### TRY IT:
What you return should be the lines of the data containing "text", each in full.

### AVAILABLE DATA:
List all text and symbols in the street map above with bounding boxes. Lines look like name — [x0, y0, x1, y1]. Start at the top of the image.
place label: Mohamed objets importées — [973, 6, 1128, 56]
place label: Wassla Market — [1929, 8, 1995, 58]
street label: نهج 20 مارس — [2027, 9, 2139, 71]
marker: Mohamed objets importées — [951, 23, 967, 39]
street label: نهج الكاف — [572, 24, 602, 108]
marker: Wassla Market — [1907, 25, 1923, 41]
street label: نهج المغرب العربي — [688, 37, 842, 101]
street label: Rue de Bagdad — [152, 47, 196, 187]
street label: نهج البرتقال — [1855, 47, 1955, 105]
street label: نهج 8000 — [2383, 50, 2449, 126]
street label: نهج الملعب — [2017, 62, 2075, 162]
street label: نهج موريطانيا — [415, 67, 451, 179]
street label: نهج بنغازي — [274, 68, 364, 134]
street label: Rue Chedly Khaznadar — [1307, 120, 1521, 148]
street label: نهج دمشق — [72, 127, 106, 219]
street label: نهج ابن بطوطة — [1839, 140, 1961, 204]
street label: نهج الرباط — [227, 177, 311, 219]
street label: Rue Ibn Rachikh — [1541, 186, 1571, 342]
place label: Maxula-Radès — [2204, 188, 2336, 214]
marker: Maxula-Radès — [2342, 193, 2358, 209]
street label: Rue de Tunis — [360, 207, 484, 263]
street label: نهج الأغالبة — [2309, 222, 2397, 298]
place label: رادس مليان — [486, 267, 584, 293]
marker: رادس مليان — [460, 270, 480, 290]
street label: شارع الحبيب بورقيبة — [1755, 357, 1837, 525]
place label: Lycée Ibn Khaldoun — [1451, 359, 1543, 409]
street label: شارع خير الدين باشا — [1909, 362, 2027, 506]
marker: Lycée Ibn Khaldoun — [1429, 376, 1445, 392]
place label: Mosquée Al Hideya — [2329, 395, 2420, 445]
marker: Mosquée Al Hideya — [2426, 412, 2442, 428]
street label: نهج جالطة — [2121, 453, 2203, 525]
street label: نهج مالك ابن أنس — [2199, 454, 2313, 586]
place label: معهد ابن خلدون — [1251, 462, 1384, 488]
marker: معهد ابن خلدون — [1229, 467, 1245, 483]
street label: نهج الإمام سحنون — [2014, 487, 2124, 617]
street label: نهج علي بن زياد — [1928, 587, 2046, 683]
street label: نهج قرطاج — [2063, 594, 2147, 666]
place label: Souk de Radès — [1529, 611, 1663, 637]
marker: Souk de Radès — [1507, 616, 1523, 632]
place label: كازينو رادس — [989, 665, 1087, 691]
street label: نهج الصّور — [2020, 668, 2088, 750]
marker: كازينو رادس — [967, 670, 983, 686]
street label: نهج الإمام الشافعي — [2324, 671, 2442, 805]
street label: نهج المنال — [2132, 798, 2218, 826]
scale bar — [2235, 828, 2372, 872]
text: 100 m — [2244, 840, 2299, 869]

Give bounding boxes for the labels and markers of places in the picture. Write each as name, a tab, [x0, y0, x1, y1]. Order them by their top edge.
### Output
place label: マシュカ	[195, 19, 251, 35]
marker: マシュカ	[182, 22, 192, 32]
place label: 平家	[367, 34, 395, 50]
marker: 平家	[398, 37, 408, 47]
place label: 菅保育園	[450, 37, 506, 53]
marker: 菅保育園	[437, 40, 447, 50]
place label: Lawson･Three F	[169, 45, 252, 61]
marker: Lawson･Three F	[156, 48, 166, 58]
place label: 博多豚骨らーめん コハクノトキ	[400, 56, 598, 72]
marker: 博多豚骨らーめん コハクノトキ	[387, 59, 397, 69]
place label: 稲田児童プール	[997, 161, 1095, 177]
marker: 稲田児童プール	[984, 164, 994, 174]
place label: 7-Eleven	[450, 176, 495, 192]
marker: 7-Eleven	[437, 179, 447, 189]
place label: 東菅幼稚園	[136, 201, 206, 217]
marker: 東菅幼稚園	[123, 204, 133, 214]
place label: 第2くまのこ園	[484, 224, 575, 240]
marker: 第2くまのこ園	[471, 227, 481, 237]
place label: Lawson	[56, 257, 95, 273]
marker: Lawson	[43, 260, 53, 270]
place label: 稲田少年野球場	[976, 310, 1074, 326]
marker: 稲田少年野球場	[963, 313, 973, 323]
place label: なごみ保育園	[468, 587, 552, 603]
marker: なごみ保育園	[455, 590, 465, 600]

### SOLUTION FOR THIS TASK:
List all text and symbols in the street map above with bounding boxes. Lines look like name — [x0, y0, x1, y1]. Start at the top of the image.
text: 100 m — [2244, 840, 2299, 869]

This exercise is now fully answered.